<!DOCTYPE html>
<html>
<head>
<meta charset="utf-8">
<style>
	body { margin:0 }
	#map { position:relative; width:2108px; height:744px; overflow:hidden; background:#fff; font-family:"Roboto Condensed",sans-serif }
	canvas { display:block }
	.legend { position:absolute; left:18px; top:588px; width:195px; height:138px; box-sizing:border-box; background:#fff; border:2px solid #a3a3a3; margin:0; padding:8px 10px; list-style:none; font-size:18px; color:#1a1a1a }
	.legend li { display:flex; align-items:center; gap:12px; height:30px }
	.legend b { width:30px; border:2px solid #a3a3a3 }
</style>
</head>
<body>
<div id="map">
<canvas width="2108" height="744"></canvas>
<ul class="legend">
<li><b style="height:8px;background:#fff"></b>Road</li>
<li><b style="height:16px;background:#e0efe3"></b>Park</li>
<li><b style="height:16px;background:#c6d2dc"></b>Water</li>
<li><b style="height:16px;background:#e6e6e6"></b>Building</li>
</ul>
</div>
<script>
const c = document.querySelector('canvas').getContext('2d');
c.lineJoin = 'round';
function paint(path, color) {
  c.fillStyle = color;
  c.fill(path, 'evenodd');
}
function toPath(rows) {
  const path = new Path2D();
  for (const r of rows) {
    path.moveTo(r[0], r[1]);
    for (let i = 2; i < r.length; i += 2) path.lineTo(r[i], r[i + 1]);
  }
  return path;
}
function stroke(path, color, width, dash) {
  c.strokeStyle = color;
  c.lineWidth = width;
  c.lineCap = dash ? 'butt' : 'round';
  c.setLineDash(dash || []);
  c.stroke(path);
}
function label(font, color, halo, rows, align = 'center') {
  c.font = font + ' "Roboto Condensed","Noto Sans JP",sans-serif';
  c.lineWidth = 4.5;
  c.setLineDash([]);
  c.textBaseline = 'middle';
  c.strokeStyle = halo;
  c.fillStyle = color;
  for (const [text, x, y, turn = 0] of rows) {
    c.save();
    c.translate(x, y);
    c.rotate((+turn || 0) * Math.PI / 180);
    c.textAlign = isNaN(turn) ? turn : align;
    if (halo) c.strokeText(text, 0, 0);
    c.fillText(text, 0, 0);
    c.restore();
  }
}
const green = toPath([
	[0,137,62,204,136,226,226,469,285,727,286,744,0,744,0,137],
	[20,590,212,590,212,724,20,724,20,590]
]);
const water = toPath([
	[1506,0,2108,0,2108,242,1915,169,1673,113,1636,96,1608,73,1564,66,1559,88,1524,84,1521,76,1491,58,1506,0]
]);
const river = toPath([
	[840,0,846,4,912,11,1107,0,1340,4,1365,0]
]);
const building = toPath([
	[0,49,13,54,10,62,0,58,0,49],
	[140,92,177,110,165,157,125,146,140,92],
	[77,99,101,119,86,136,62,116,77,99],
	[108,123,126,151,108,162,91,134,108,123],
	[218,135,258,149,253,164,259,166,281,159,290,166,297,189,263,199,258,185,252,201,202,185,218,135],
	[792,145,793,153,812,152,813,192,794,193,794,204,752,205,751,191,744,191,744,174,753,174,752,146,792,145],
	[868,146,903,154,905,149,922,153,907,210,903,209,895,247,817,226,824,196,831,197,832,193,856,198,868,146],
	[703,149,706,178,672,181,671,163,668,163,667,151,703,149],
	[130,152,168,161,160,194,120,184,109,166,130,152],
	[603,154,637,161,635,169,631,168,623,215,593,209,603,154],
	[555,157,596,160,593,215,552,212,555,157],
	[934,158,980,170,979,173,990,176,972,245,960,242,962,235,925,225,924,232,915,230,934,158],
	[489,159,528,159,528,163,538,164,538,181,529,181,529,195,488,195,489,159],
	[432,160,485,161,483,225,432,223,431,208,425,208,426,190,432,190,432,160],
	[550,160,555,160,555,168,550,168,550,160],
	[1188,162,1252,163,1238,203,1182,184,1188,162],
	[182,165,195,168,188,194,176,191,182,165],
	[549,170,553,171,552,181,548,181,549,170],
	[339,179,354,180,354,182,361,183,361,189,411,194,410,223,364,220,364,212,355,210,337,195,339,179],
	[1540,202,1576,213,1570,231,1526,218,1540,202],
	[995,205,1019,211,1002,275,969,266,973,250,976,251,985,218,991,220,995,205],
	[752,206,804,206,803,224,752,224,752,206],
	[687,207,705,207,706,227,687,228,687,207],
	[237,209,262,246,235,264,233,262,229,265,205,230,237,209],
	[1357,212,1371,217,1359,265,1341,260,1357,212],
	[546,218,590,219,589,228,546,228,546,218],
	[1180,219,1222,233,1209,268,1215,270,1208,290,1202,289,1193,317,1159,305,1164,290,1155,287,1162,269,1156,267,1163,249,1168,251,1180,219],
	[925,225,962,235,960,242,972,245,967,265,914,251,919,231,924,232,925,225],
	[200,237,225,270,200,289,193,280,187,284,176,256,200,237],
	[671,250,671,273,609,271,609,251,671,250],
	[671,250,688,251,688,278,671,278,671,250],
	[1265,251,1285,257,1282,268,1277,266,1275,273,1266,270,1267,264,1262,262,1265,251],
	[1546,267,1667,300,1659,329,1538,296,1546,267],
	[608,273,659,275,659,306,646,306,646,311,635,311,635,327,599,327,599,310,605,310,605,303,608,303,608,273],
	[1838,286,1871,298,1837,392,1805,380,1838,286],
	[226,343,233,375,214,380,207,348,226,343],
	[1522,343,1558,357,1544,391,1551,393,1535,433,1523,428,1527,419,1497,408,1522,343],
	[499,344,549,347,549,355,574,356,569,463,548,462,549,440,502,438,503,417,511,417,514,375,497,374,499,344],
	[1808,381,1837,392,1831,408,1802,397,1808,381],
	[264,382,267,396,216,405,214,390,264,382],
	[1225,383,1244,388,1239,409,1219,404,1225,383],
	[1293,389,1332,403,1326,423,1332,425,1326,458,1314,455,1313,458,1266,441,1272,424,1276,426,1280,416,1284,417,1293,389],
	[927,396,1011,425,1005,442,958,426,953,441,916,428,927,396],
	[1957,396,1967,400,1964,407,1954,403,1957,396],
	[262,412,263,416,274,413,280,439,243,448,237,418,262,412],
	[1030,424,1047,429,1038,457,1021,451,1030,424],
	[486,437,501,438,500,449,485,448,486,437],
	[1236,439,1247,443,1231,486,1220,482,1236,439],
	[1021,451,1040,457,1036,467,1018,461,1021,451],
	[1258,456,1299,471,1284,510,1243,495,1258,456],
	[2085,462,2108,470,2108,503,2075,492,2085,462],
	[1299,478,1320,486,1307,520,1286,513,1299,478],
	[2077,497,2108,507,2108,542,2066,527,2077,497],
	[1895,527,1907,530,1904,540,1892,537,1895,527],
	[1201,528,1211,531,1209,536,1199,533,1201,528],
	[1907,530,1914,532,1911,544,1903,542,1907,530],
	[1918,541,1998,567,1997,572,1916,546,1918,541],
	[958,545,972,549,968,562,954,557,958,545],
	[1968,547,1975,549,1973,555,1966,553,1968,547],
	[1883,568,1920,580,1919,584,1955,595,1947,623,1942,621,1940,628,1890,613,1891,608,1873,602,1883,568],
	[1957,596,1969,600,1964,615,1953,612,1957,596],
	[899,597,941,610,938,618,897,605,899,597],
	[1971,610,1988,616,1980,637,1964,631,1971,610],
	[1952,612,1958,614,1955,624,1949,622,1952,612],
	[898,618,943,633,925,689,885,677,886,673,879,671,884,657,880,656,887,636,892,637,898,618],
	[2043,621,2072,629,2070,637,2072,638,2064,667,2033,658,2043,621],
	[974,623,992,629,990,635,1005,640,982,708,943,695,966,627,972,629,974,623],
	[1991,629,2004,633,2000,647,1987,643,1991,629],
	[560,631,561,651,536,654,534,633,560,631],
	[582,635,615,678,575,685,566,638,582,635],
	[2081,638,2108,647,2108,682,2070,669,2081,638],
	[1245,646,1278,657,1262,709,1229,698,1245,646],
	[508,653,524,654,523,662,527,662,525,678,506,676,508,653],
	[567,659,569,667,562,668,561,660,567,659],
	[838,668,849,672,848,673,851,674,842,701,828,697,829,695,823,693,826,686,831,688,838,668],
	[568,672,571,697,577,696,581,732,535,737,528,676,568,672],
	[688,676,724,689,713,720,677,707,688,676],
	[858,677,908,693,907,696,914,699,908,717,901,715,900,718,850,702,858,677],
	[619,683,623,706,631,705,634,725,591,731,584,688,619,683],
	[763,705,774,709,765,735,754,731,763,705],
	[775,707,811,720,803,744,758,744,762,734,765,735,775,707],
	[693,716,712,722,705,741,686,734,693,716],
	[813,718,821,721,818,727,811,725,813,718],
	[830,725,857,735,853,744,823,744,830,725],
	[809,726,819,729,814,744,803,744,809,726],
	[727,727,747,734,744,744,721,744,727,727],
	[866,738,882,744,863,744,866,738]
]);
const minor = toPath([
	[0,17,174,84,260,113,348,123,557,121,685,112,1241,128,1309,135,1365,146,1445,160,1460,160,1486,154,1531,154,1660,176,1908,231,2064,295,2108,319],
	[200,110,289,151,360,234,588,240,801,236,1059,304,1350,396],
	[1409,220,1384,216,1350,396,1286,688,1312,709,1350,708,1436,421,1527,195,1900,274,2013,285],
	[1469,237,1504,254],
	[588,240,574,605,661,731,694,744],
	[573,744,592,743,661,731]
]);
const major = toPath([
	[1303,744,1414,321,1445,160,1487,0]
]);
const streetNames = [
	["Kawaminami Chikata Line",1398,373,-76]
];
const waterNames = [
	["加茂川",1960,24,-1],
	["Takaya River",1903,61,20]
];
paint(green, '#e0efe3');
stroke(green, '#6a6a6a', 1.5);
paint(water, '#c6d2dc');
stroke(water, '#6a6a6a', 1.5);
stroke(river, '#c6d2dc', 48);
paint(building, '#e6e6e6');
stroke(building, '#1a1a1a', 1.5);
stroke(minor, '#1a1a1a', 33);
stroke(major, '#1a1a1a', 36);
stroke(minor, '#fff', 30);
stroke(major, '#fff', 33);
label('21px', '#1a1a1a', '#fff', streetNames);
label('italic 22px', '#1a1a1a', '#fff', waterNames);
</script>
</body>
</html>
# # # # # # #
▶ Try it: Scan the material above for lines that contain the string "legend", and copy each such line.

▶ Answer section:
	.legend { position:absolute; left:18px; top:588px; width:195px; height:138px; box-sizing:border-box; background:#fff; border:2px solid #a3a3a3; margin:0; padding:8px 10px; list-style:none; font-size:18px; color:#1a1a1a }
	.legend li { display:flex; align-items:center; gap:12px; height:30px }
	.legend b { width:30px; border:2px solid #a3a3a3 }
<ul class="legend">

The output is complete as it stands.